The accounting, in which assets are marked to their current market value, has been criticized for exacerbating market woes as extreme illiquidity in markets depressed debt prices.

Bank of America’s (BAC.N) debt protection costs also rose to around 400 basis points, up from 395 basis points on Tuesday, according to Markit.

Some analysts view modifications to mark-to-market accounting as risky as it will allow banks to create their own values for securities, which could increase distrust over assets held on their balance sheets.

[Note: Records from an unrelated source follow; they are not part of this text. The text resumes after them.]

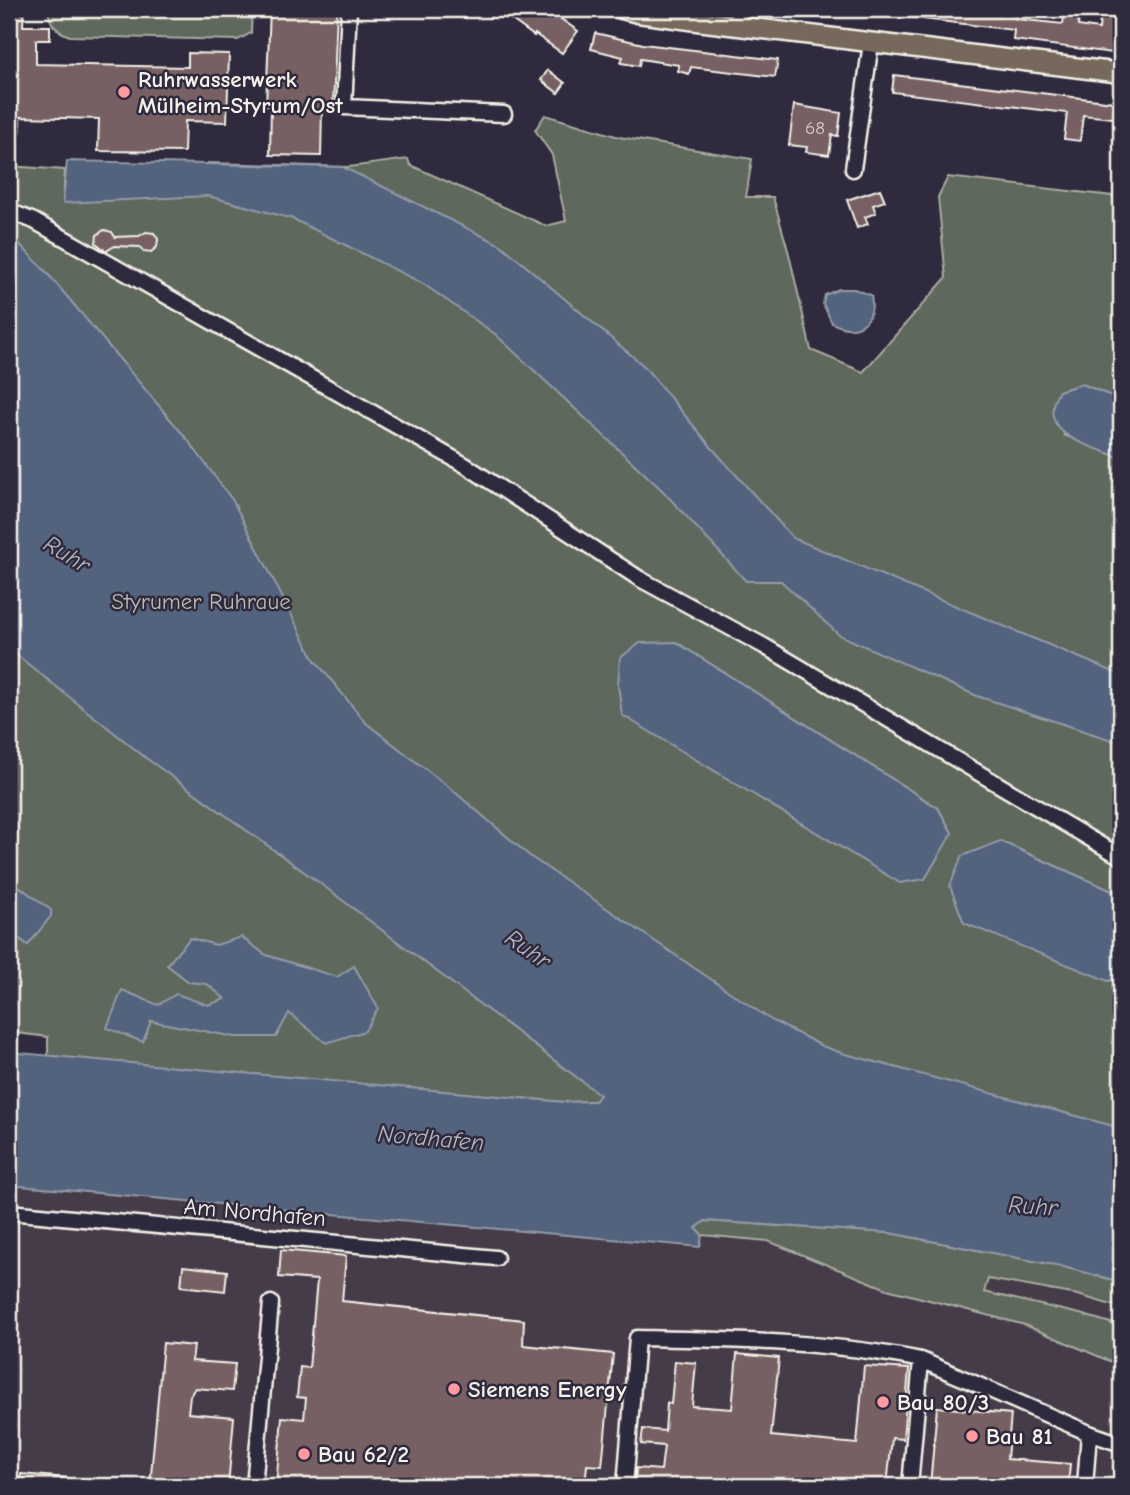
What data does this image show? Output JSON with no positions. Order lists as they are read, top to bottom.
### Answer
{
  "streets": {
    "street": ["Am Nordhafen"]
  },
  "water": ["Ruhr", "Nordhafen"],
  "parks": ["Styrumer Ruhraue"],
  "places": [
    "Ruhrwasserwerk Mülheim-Styrum/Ost",
    "Siemens Energy",
    "Bau 80/3",
    "Bau 81",
    "Bau 62/2"
  ],
  "house_numbers": ["68"]
}
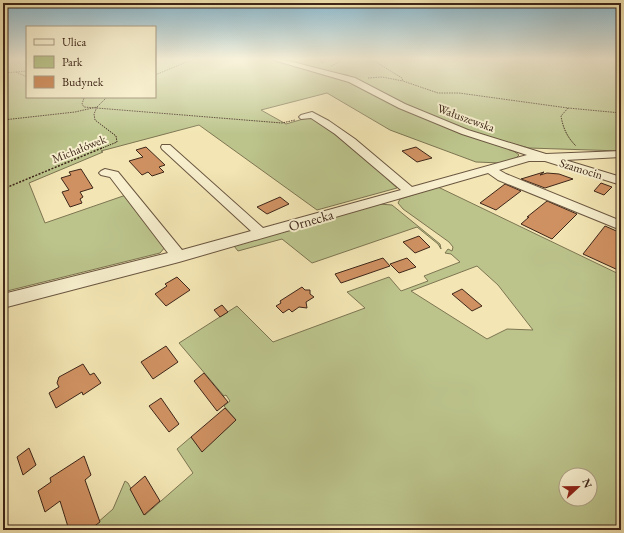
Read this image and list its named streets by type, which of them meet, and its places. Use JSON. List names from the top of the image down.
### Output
{
  "streets": {
    "street": ["Wałuszewska", "Szamocin", "Ornecka"],
    "path": ["Michałówek"]
  },
  "crossings": [
    ["Wałuszewska", "Szamocin"],
    ["Wałuszewska", "Ornecka"],
    ["Szamocin", "Ornecka"]
  ],
  "legend": ["Ulica", "Park", "Budynek"],
  "north": "right"
}
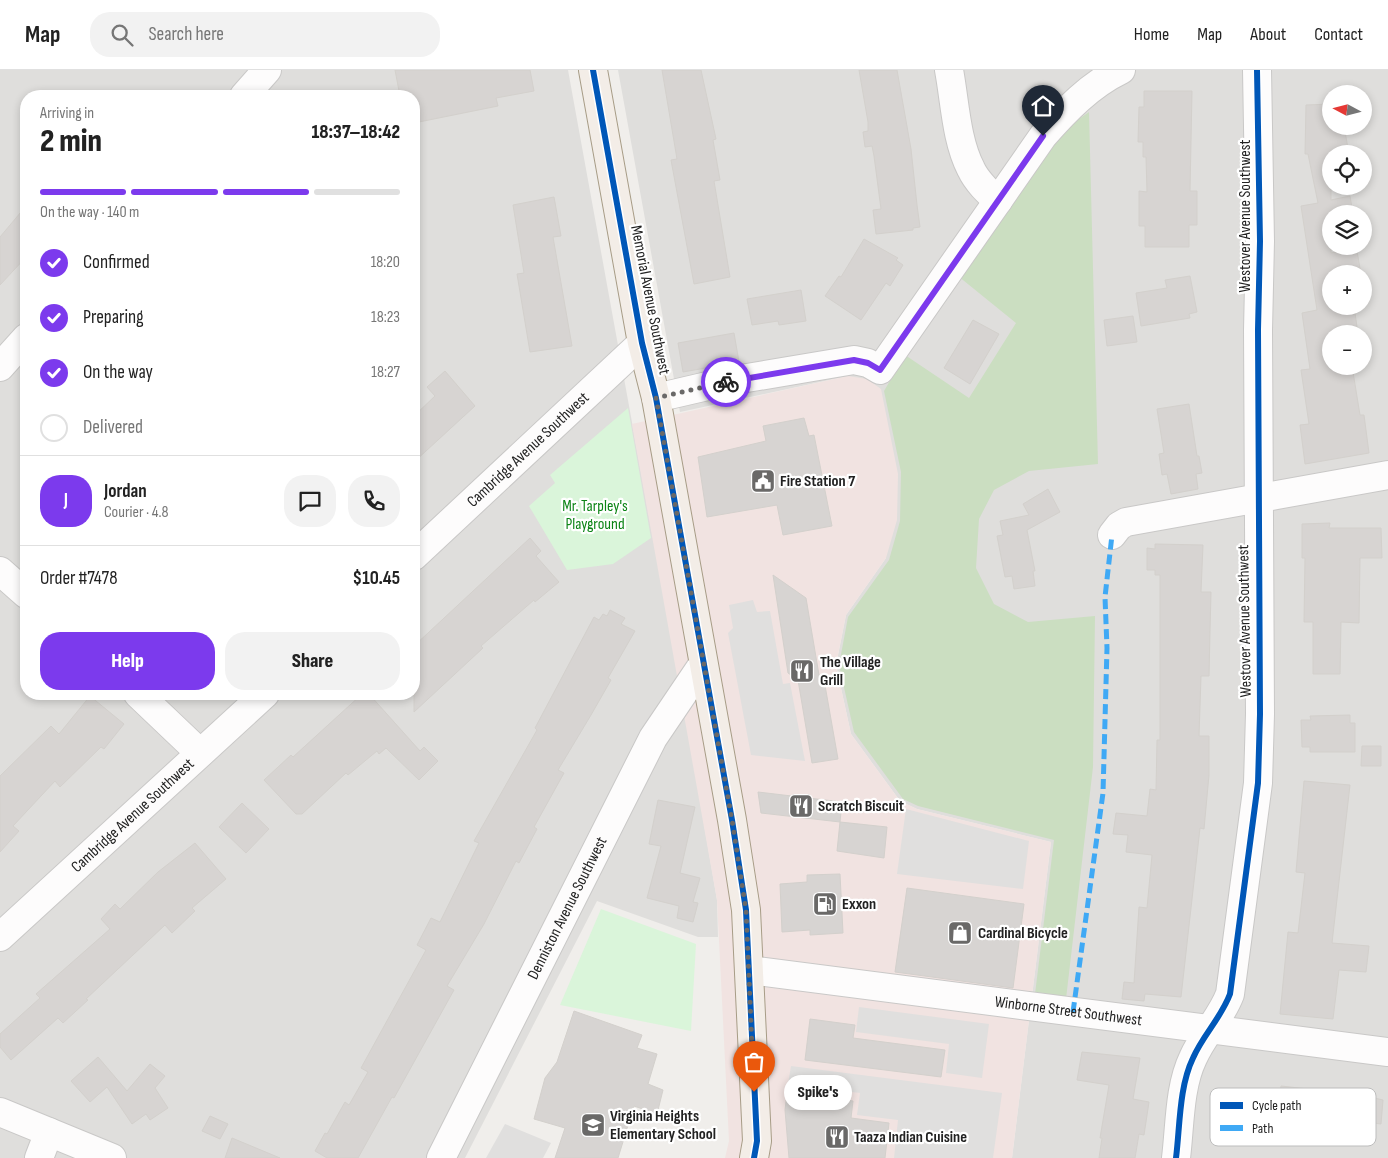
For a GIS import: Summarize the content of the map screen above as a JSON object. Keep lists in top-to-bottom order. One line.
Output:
{"streets":{"main road":["Memorial Avenue Southwest"],"street":["Westover Avenue Southwest","Cambridge Avenue Southwest","Denniston Avenue Southwest","Winborne Street Southwest"]},"crossings":[["Westover Avenue Southwest","Winborne Street Southwest"],["Memorial Avenue Southwest","Cambridge Avenue Southwest"],["Memorial Avenue Southwest","Denniston Avenue Southwest"],["Memorial Avenue Southwest","Winborne Street Southwest"]],"parks":["Mr. Tarpley's Playground"],"places":{"public building":["Fire Station 7"],"restaurant":["The Village Grill","Scratch Biscuit","Taaza Indian Cuisine"],"fuel station":["Exxon"],"shop":["Cardinal Bicycle"],"other":["Spike's"],"school or university":["Virginia Heights Elementary School"]},"legend":["Cycle path","Path"],"north":"left","page":{"header":"Map","search":"Search here","nav":["Home","Map","About","Contact"],"map_buttons":["+","−"],"heading":["2 min","Arriving in","18:37–18:42"],"panel":["Jordan","Courier · 4.8","Order #7478","$10.45"],"bar":"On the way · 140 m","list":[["Confirmed","18:20"],["Preparing","18:23"],["On the way","18:27"],"Delivered"],"round":"J","buttons":["Help","Share"],"bubble":"Spike's"}}
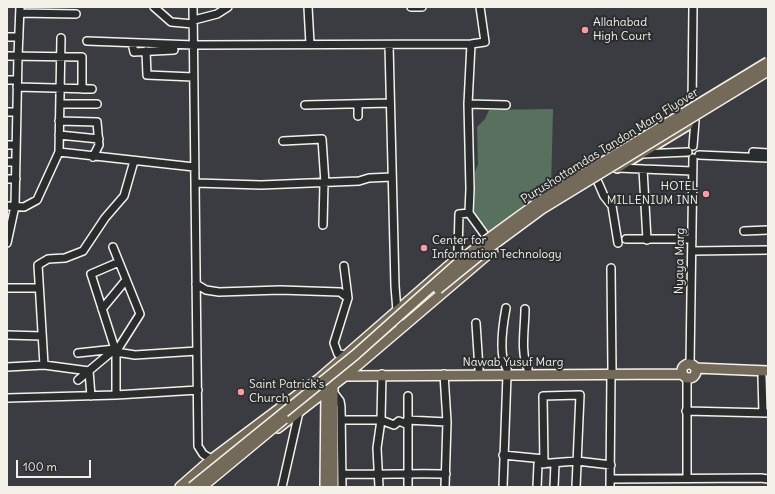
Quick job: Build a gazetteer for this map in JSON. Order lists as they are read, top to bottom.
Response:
{
  "streets": {
    "main road": ["Purushottamdas Tandon Marg Flyover", "Nawab Yusuf Marg"],
    "street": ["Nyaya Marg"]
  },
  "crossings": [
    ["Nyaya Marg", "Nawab Yusuf Marg"]
  ],
  "places": [
    "Allahabad High Court",
    "HOTEL MILLENIUM INN",
    "Center for Information Technology",
    "Saint Patrick's Church"
  ],
  "scale_bar": "100 m"
}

“We still know the ‘stuff’ is on the balance sheets and if the financials are actually allowed to adjust capital based on unreal marks then who will ever buy financials again,” Tim Backshall, chief strategist at research firm Credit Derivatives Research said in a report.”

If we get a pop from a change in MTM today,  it will mean more separation between the credit markets and the equity markets. Which is right?  We are going with the credit markets on this one…

If you can keep your head when all about you suckers are buying bank stocks based on smoke the Dimon’s and Pandit’s blow…

If you can watch Tangible Common Equity when all about you suckers accept the Tier 1 Capital fantasy that FASB wants to allow…

If you can focus on Comprehensive Income when all about you suckers fall for whatever the bank wants to report for Net Income…

Then, while all about you suckers are asking for bailouts from FED, Treasury or SIPC, you’ll be rich, my son, and then some.